Security patterns

Availability pattern

Availability is often considered a given. You expect your solution to be there when needed and provide its services to every user. Unfortunately, it is not so automatic to achieve this, and you have to work hard to guarantee that your solution is up and running.

In the cloud, the situation is even worse, if possible. When you develop a complex system integrating many services, you rely on all of them to be available. The unavailability of any service may cause your solution to be partially or entirely unavailable. When each of these systems is managed at least in part by a third party, you lack control over the maintenance activities. Therefore, you have to design your solution to be more resilient than you used to do with on-prem solutions.

Let’s see what you can do to improve the availability of your solution.

Design for denial of service

Intent and motivation

Denial-of-service (DoS) attacks are common occurrences. They happen when someone creates the conditions for your solution to fail by bombarding it with more requests than it can handle or by sending artfully crafted messages causing your solution to crash. In any case, these attacks cause the unavailability of your service. A variant of DoS attacks is called distributed DoS (DDoS). DDoS attacks are characterized by the generation of the attack from multiple points, sometimes in the order of the thousands or tens of thousands.

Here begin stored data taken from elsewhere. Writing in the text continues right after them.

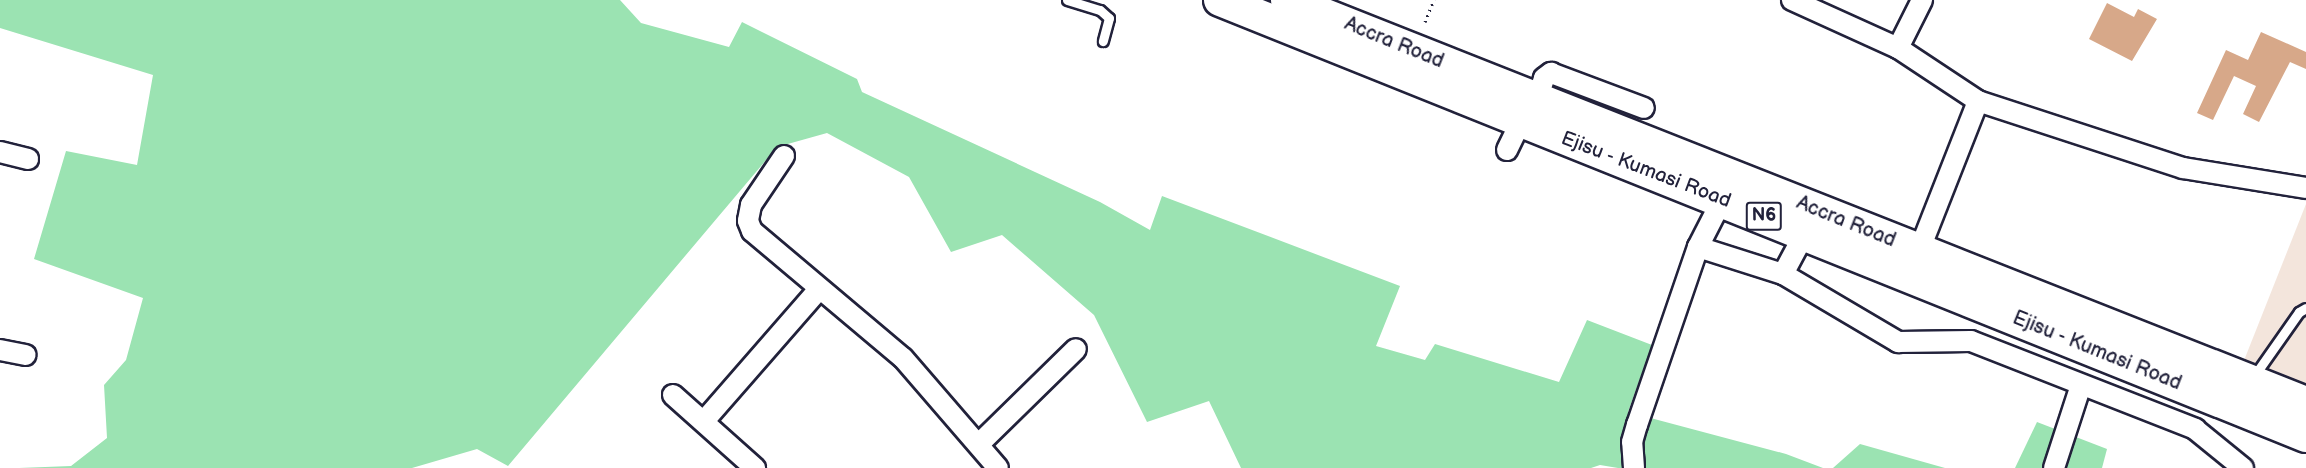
<!DOCTYPE html>
<style>
body{margin:0}
#map{position:relative;width:2306px;height:468px;overflow:hidden;background:#fff;font-family:"Balsamiq Sans",sans-serif}
div>[style]{position:absolute}
[style*='--x']{left:calc(var(--x)*1px);top:calc(var(--y)*1px);width:calc(var(--w)*1px);rotate:calc(var(--a)*1deg)}
.built>*{inset:0;background:#f3e5dc}
.green>*{inset:0;background:#9be3b2}
.building>*{inset:0;background:#d7a889}
.path>*{height:3px;margin-top:-1.5px;transform-origin:0;background:repeating-linear-gradient(90deg,#22223b 0 1.5px,transparent 0 6px)}
.roads{filter:drop-shadow(2px 0 #22223b) drop-shadow(-2px 0 #22223b) drop-shadow(0 2px #22223b) drop-shadow(0 -2px #22223b)}
.service>*{height:9px;margin:-4.5px;padding:0 4.5px;transform-origin:4.5px;border-radius:4.5px;background:#fff}
.minor>*{height:20px;margin:-10px;padding:0 10px;transform-origin:10px;border-radius:10px;background:#fff}
.trunk>*{height:32px;margin:-16px;padding:0 16px;transform-origin:16px;border-radius:16px;background:#fff}
span{translate:-50% -50%;white-space:nowrap;text-align:center;line-height:1.15;-webkit-text-stroke:4.5px #fff;paint-order:stroke}
.shield-label span{padding:2px 4px;background:#fff;border:2px solid;border-radius:4px;-webkit-text-stroke-width:0}
.shield-label{font-size:18px;color:#22223b;font-weight:700}
.street-label{font-size:20px;color:#22223b}
</style>
<div id="map">
<div class="built">
<i style="clip-path:polygon(2306px 204px,2306px 387px,2243px 363px)"></i>
</div>
<div class="green">
<i style="clip-path:polygon(0 0,620px 0,641px 23px,729px 47px,742px 22px,857px 79px,862px 92px,1100px 202px,1150px 230px,1162px 196px,1400px 286px,1376px 346px,1425px 360px,1435px 344px,1559px 382px,1587px 320px,1652px 345px,1628px 412px,1786px 454px,1823px 468px,1618px 468px,1600px 465px,1591px 468px,1241px 468px,1209px 401px,1147px 422px,1094px 315px,1002px 235px,951px 252px,909px 177px,827px 133px,777px 147px,508px 466px,477px 449px,412px 468px,19px 468px,71px 466px,107px 438px,104px 385px,126px 360px,143px 298px,34px 259px,66px 151px,137px 165px,153px 75px,0 28px)"></i>
<i style="clip-path:polygon(2037px 422px,2107px 449px,2102px 468px,2015px 468px)"></i>
<i style="clip-path:polygon(1860px 444px,1945px 468px,1833px 468px)"></i>
</div>
<div class="building">
<i style="clip-path:polygon(2107px 3px,2134px 17px,2138px 9px,2157px 19px,2132px 61px,2089px 39px)"></i>
<i style="clip-path:polygon(2261px 32px,2306px 52px,2306px 69px,2290px 62px,2259px 122px,2243px 114px,2256px 86px,2234px 76px,2213px 120px,2197px 113px,2226px 50px,2248px 60px)"></i>
</div>
<div class="path">
<i style="--x:1425;--y:22;--w:24;--a:-68"></i>
</div>
<div class="roads">
<div class="service">
<i style="--x:1067;--y:0;--w:34;--a:17"></i>
<i style="--x:1100;--y:10;--w:12;--a:42"></i>
<i style="--x:1109;--y:18;--w:24;--a:105"></i>
<i style="--x:2254;--y:376;--w:78;--a:-54.9"></i>
<i style="--x:2299;--y:312;--w:8;--a:-30"></i>
</div>
<div class="minor">
<i style="--x:1792;--y:0;--w:116;--a:24.4"></i>
<i style="--x:1898;--y:48;--w:96;--a:33.5"></i>
<i style="--x:1978;--y:101;--w:216;--a:18.1"></i>
<i style="--x:2183;--y:168;--w:125;--a:9.2"></i>
<i style="--x:1898;--y:48;--w:54;--a:-63.4"></i>
<i style="--x:1537;--y:100;--w:23;--a:-72"></i>
<i style="--x:1544;--y:78;--w:9;--a:-36"></i>
<i style="--x:1551;--y:73;--w:99;--a:20.6"></i>
<i style="--x:1507;--y:150;--w:32;--a:-64"></i>
<i style="--x:0;--y:152;--w:29;--a:14"></i>
<i style="--x:784;--y:156;--w:59;--a:124"></i>
<i style="--x:751;--y:205;--w:16;--a:101"></i>
<i style="--x:748;--y:221;--w:11;--a:68"></i>
<i style="--x:752;--y:231;--w:197;--a:40.1"></i>
<i style="--x:903;--y:358;--w:145;--a:49.2"></i>
<i style="--x:1698;--y:247;--w:89;--a:17.6"></i>
<i style="--x:1783;--y:274;--w:134;--a:30.6"></i>
<i style="--x:1898;--y:342;--w:73;--a:-0.8"></i>
<i style="--x:1971;--y:341;--w:241;--a:21.4"></i>
<i style="--x:2195;--y:429;--w:62;--a:39.1"></i>
<i style="--x:1919;--y:251;--w:161;--a:-68.5"></i>
<i style="--x:1783;--y:274;--w:47;--a:-61.8"></i>
<i style="--x:0;--y:350;--w:26;--a:11"></i>
<i style="--x:673;--y:395;--w:110;--a:41.7"></i>
<i style="--x:704;--y:421;--w:175;--a:-48.9"></i>
<i style="--x:980;--y:443;--w:134;--a:-44.4"></i>
<i style="--x:1634;--y:468;--w:26;--a:-94"></i>
<i style="--x:1632;--y:442;--w:18;--a:-74"></i>
<i style="--x:1637;--y:425;--w:188;--a:-71.1"></i>
<i style="--x:1698;--y:247;--w:53;--a:-62.9"></i>
<i style="--x:2054;--y:468;--w:87;--a:-72"></i>
</div>
<div class="trunk">
<i style="--x:1220;--y:0;--w:1170;--a:21.87"></i>
<i style="--x:1287;--y:0;--w:1096;--a:21.58"></i>
</div>
</div>
<div class="shield-label">
<span style="left:1764px;top:216px">N6</span>
</div>
<div class="street-label">
<span style="left:1394px;top:43px;rotate:22deg">Accra Road</span>
<span style="left:1646px;top:170px;rotate:21deg">Ejisu - Kumasi Road</span>
<span style="left:1846px;top:222px;rotate:22deg">Accra Road</span>
<span style="left:2097px;top:351px;rotate:22deg">Ejisu - Kumasi Road</span>
</div>
</div>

DoS and DDoS are some of the easiest attacks to execute. Some organizations even provide DDoS attacks as a service. You tell them who the target is, you pay them, and they do the rest! Very convenient and powerful.

You can address this problem in various ways, but the easiest is to simply add more resources to your application. One of the characteristics of the cloud is elasticity, which means you can allocate resources dynamically, as you need them. However, although this is easy and fast, it can be expensive and unfeasible in the long run. Here is where this pattern becomes useful.

Description

All public cloud platforms, including Azure, offer a base level of protection from DoS attacks. Azure also offers Azure DDoS Protection Standard (https://azsec.tech/s1h), designed to protect public IP addresses from potentially massive DDoS attacks.

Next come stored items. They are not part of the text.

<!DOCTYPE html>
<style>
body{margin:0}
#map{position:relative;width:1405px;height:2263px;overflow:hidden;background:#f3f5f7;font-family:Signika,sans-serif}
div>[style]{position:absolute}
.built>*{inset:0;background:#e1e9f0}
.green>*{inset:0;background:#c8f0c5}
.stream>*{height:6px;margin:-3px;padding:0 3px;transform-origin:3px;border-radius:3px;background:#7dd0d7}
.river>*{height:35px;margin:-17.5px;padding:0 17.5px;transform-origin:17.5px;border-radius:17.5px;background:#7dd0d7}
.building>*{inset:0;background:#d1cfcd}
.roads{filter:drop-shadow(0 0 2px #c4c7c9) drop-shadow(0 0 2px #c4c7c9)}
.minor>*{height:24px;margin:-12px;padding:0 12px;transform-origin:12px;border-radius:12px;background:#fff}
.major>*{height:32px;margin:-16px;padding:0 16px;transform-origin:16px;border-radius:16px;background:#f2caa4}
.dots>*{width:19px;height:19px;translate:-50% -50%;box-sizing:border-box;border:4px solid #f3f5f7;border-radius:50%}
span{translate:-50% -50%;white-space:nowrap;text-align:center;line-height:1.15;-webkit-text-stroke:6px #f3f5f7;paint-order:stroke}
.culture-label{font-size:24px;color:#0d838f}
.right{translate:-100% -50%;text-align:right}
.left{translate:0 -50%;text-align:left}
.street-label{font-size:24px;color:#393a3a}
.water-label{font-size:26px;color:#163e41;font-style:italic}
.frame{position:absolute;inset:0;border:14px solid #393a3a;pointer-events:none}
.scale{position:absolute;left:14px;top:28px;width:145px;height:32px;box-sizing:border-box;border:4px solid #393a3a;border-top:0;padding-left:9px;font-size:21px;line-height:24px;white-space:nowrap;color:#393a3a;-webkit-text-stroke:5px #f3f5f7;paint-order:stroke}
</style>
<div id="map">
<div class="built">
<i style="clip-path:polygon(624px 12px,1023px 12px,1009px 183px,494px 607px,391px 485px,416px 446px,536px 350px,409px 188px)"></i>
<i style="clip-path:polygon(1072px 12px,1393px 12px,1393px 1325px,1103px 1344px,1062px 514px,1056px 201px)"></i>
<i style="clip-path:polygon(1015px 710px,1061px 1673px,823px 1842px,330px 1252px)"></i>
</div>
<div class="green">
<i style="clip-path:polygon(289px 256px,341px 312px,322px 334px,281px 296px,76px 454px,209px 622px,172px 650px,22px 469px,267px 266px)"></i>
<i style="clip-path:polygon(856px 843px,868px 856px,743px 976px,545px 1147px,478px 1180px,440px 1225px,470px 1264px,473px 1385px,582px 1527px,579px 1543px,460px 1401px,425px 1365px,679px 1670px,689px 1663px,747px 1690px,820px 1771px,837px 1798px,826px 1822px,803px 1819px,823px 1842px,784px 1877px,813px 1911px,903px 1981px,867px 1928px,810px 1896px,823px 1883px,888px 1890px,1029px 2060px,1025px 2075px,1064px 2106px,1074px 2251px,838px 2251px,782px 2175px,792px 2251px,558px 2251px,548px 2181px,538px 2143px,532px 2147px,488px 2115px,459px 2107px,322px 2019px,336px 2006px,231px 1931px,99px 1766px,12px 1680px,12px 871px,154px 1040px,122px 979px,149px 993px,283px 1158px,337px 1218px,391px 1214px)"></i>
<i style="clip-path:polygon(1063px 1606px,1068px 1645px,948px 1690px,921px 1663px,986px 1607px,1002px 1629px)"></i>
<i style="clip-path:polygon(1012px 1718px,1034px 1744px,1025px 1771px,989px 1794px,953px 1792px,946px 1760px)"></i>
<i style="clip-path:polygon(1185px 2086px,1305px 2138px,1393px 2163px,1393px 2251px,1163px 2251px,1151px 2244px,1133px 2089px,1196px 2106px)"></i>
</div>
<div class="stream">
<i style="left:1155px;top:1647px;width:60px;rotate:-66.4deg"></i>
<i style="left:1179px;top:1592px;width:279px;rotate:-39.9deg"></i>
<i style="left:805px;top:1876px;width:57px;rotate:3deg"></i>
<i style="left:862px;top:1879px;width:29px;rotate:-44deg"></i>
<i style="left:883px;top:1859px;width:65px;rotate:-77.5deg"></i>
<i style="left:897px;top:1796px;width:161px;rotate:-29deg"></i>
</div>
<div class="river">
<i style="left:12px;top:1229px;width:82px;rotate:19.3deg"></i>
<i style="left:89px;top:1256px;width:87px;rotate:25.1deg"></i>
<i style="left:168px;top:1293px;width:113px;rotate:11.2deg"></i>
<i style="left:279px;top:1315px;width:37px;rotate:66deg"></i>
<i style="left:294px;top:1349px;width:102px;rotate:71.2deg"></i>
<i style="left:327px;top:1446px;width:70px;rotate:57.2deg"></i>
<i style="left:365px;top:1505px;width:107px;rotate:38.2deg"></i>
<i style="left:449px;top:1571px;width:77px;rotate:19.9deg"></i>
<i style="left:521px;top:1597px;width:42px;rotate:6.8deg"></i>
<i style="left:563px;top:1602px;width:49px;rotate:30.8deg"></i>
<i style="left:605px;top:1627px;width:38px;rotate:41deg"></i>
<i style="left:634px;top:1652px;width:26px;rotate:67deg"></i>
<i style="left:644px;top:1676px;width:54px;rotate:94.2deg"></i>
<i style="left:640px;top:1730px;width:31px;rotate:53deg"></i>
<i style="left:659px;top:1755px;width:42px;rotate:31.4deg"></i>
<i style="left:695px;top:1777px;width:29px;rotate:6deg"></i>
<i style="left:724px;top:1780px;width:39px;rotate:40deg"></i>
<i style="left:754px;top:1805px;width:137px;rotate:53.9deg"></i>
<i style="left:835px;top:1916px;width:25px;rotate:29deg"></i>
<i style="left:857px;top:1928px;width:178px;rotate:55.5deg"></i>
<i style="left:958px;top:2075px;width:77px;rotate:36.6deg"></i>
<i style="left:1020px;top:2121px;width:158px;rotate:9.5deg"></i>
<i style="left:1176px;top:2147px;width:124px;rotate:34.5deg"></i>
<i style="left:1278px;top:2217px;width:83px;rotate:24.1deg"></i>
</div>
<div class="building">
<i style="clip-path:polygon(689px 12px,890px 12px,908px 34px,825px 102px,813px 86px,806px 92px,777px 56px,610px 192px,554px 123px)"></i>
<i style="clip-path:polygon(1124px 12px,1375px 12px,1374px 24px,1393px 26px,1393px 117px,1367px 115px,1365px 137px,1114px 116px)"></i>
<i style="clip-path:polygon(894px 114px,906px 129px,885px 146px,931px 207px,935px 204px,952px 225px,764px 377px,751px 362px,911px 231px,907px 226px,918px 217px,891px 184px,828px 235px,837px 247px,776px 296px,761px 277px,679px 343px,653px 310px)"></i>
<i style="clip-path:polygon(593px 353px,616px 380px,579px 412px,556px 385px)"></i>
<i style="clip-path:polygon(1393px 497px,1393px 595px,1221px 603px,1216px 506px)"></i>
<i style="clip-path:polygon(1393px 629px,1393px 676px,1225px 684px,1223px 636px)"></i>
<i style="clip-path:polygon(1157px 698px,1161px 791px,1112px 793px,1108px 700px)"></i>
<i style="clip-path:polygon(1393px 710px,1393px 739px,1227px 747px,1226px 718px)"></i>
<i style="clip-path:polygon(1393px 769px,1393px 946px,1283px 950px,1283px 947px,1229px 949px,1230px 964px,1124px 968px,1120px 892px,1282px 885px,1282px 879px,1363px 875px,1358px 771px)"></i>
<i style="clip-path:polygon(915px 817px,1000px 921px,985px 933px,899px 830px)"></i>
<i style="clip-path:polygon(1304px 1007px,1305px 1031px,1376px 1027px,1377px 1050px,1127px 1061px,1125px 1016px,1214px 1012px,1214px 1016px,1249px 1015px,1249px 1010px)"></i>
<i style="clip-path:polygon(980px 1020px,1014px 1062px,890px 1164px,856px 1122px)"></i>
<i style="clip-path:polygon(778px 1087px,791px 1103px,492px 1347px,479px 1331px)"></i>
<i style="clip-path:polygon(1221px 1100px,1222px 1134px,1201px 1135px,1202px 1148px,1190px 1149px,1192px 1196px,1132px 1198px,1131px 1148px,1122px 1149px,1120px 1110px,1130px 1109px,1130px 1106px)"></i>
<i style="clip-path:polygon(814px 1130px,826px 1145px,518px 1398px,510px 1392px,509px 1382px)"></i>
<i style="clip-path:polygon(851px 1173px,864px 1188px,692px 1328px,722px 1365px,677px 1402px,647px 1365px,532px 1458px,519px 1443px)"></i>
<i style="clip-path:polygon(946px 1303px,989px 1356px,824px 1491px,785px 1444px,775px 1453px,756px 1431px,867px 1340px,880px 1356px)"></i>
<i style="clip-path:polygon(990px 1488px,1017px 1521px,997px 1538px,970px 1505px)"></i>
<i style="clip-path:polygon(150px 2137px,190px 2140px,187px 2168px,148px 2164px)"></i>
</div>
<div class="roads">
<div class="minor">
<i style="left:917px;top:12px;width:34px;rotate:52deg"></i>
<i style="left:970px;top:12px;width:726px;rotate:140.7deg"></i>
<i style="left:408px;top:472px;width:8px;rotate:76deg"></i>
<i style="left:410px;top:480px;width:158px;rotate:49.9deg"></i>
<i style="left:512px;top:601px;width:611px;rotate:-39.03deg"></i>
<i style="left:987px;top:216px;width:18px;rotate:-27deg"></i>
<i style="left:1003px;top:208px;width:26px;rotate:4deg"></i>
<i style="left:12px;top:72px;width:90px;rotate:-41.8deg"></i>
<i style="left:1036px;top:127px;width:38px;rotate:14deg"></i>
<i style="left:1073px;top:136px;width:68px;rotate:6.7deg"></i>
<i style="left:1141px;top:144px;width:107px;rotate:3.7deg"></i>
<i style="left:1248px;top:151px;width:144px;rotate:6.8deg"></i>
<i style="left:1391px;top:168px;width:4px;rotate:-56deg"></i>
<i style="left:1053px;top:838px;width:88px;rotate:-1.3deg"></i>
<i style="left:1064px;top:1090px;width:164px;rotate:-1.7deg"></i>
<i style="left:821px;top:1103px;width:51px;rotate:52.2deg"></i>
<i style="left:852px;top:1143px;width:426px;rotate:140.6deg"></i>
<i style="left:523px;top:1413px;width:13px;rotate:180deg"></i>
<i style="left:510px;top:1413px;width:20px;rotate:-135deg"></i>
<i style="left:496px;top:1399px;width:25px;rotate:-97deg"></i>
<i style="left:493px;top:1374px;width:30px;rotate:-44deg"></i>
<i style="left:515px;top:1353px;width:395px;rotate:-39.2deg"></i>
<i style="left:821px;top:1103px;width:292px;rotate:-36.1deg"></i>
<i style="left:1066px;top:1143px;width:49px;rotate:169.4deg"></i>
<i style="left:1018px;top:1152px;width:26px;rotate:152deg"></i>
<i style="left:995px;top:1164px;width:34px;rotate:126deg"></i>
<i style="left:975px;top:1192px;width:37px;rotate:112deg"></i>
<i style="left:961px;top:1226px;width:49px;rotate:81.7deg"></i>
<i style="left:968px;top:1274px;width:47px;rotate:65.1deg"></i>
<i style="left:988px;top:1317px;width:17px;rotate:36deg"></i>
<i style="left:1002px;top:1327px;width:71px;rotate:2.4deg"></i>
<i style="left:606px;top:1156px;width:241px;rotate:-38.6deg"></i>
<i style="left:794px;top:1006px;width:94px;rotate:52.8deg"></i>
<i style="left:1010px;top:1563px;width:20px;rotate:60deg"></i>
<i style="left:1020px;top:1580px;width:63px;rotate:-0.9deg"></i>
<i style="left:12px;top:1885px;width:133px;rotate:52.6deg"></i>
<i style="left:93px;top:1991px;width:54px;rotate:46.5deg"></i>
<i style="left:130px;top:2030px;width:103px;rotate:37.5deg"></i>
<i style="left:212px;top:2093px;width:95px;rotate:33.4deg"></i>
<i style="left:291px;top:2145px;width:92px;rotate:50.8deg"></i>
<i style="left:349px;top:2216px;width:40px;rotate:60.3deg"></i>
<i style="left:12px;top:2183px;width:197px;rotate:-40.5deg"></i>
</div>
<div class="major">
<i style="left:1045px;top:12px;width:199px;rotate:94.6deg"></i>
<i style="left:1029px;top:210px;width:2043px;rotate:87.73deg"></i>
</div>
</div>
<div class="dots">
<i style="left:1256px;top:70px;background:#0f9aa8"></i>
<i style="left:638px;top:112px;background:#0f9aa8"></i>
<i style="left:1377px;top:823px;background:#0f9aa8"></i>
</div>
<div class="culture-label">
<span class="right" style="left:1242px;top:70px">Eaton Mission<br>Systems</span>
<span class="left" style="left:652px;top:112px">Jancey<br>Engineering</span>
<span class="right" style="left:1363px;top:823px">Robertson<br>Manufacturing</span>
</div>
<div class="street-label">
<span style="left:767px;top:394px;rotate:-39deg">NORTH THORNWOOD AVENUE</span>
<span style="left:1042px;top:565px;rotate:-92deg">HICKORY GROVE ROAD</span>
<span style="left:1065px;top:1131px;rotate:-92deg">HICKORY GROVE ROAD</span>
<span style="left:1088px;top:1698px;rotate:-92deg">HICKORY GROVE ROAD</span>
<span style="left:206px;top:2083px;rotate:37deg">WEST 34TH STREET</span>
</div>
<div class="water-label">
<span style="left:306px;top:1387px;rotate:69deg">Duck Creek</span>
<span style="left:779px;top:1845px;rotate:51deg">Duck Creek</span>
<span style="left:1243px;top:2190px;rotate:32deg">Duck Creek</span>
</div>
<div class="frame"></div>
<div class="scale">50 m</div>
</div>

The documentation for this service uses some specific wording that you should be aware of:

“Azure DDoS Protection Standard, combined with application design best practices, provides enhanced DDoS mitigation.”

Note that it says enhanced, not complete. In other words, as with any other anti-DDoS system, Azure cannot represent your only line of defense against DDoS attacks. These systems complement a more comprehensive strategy, which starts with the design of your solution. For this reason, you should not design a system without thinking about how your architecture might respond to a DDoS attack.

Consider this real-life example: a customer with nearly 100 public IP addresses protected by the Azure DDoS Protection Standard service suffered severe service degradation. This was due to a DDoS attack, but it went undetected because the attack was “low and slow.” That is, it fell below the triggering threshold for Azure DDoS Protection Standard, so none of the service’s mitigation policies were triggered. As a result, the combined traffic flow across all IP addresses overloaded the back-end NVAs, which forced them to drop part of the traffic. The security anti-pattern in this design takes data from multiple untrusted sources and concentrates that traffic on a single, internal endpoint. In this case, all that data was concentrated on a single VM running the NVA, which is where the impact of the attack became evident. The customer quickly applied the NVA’s built-in auto-scaling capabilities to bring more network bandwidth and compute online. In this scenario, a range of one to three NVAs mitigated the attack.

One final note: many Azure services can throttle requests. For example, Azure Key Vault allows 4,000 secret transactions (for example, reading an SQL connection string) per 10 seconds. If your code goes beyond this threshold, further requests are throttled and return a 429 (“Too Many Requests”) response. To remedy this, cache data if possible. In the Key Vault example, you could cache the connection string in memory for 15 minutes and read from Key Vault only four times per hour, which is way under the threshold. You can find a list of Azure subscription and service limits, quotas, and constraints at https://azsec.tech/9it.

Examples

  • Many services can be configured with networking rules or private endpoint connections. One such service is Azure Storage. If you opt to adopt the networking rules, the service itself is still exposed and can receive requests; you just have a high-speed mechanism to reject the requests because they are not from an acceptable IP address. While fast, this mechanism can still be overwhelmed or bypassed—for example, by an IP spoofing attack. Therefore, it is typically better to use private endpoints.

  • Consider the availability requirements of your solution. If you have strict availability requirements that do not allow for partial unavailability, it’s best to design the solution accordingly. For example, you could use a content delivery network (CDN) to serve the static content and a distributed and redundant architecture to provide the service to the relevant geographies.

Related security principles

  • Attack surface reduction

  • Defense in depth

  • Single point of failure

  • Weakest link

Related patterns

  • Isolate from the internet

  • Isolate with an identity perimeter